Algorithmic_Bias_in_Echo_Chamber_Formation

</p>

Computational Social Science Project

Algorithmic Bias in Echo Chamber Formation

</p>

License: MIT Docs: Slides Docs: Report DOI

Goal

The research question is to assess algorithmic impact on Twitter echo chamber formation. In order to minimize biases, we observe the same user pool debating over the same topic (US Elections) before and after the introduction of the recommendation algorithm in 2014. Therefore, exploiting a complete dataset of 2012 tweets relative to 2012 U.S. elections, we extract a sample of users to initialize, calibrate and validate an ABM to describe a free Twitter. The follow, retweet, favorite, mention (including replies) and hashtag activity of the same pool of users is being monitored in order to get the data needed to later model today’s algorithm-biased Twitter echo chamber dynamics and compare it with what would predict the validated algorithm-free model. So we organized the work so far as follows.

Definitions

Recommendation algorithm

A recommendation algorithm is a algorithm whose inputs are all the tweets produced at a certain model iteration and outputs the feed for each user during next iteration.

Parametric algorithm

The parametric algorithm is a recommendation algorithm explicitly implemented by us, that takes into account (via parameters to be set/fitted) the agents’ full activity. It is said to be free if it produces each user’s feed only looking at who her friends are and in what chronological order they tweeted. Twitter is called free if endowed with a free parametric recommendation algorithm.

Echo chamber

An echo chamber on a graph is a subgraph defined by two conditions:

  1. It is recognized as a cluster by a (given) clustering algorithm
  2. It must exceed a certain opinion homogeneity threshold, given a measure of opinion homogeneity on a subgraph.

Data

2012 collection

Tweets selection & initial processing

We collected all 2012 tweet objects filtering out all the irrelevant fields and selecting only english tweets.

Users selection

We performed a two-step selection over the remaining pool of tweets:

2020 collection

Multithread interaction network scraping

We scraped, their timeline-aggregated interaction (retweet, mention) network and identified all the users who took part in it (i.e. they are connected to at least one other user).

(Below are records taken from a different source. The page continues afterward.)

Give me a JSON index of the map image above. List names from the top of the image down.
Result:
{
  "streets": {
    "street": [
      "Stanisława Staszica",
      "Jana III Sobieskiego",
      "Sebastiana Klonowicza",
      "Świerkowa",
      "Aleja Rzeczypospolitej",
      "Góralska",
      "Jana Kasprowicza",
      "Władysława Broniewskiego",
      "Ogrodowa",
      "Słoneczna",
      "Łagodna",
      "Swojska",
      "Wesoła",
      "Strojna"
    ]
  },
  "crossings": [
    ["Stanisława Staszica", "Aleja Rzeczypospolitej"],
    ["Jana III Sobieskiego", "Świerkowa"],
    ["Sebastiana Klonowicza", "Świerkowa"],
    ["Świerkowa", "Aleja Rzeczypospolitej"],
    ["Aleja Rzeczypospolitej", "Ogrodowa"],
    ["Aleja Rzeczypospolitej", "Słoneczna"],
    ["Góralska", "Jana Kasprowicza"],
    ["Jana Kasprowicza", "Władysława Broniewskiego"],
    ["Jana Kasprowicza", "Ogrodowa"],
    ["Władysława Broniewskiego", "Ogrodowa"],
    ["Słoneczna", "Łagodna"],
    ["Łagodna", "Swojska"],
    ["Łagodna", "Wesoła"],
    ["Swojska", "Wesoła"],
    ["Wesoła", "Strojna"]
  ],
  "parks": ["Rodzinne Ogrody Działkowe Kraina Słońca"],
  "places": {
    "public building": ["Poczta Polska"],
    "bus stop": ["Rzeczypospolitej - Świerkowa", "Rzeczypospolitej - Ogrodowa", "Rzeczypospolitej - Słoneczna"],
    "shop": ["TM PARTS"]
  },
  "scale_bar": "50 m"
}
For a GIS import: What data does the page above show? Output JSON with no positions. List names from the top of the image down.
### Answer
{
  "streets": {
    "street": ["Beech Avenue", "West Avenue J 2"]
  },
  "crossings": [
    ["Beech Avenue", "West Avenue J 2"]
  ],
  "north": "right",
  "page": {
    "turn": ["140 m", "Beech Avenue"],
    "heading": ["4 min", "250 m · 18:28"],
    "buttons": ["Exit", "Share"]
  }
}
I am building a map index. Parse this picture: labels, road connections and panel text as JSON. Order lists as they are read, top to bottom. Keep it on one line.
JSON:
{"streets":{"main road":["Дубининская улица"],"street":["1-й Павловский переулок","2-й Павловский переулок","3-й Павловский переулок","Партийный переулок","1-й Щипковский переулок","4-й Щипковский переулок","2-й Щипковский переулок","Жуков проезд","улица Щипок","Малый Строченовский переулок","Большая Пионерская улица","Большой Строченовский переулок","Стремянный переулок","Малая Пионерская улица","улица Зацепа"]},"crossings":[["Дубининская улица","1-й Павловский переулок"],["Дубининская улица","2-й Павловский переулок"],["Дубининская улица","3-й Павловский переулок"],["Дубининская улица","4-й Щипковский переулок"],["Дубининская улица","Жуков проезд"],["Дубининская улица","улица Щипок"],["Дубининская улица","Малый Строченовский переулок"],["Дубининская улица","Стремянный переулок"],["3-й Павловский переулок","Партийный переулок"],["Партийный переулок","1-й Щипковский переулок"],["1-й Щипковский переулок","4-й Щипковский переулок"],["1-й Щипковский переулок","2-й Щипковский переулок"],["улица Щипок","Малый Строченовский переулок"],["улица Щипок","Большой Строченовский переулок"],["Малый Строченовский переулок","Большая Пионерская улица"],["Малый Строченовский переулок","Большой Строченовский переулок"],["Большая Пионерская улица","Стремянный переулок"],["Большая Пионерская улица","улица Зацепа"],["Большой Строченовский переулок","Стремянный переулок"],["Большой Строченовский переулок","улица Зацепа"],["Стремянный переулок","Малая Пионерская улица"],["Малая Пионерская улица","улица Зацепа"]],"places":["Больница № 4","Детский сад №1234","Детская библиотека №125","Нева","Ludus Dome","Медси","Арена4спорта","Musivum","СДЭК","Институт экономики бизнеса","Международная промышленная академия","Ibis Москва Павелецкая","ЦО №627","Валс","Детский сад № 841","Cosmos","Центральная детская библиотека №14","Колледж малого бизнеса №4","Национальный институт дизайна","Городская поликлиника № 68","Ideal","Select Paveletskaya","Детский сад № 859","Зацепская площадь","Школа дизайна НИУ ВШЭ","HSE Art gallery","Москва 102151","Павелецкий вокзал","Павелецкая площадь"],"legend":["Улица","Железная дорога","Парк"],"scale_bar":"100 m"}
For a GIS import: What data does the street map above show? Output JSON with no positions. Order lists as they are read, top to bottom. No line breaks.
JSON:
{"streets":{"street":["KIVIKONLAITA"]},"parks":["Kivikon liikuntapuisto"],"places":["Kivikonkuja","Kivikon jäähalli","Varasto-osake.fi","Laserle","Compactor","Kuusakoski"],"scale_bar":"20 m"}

This way we obtained a pool of $\sim 10,000$ users that both took part in the 2012 U.S. election debate and still exist today, allowing us to compare echo chambers formation before and after the introduction of the recommendation algorithm.

Multithread monitoring strategy deployment

A detailed temporal activity monitoring pipeline has been launched over such $10,000$ users. This will allow us to associate a timestamp to events (such as follow activity) which would otherwise have no time indication or ordering should one use Twitter historical API. We need to gather temporal information of such detailed activity in order to later model Twitter dynamics and then reproduce it with a parametric algorithm.

Agent-Based Model

Computational Framework

The framework we used is Agents.jl, an intuitive yet powerful ABM Julia library . A key ingredient in Agents.jl ABM models is the base space, for which we adopted an ad-hoc extension of Graphs.jl model.

Overview

The ambient space of the model consists in a 4-layer multiplex graph, whose levels are the follow, retweet, favorite and mention (including replies) networks.

Each node is occupied by an agent that represents a Twitter user. Agents are initialized with activity rate parameters drawn from the data, including its opinion about the Democrat/Republican debate encoded in a real number $o \in [-1,+1]$.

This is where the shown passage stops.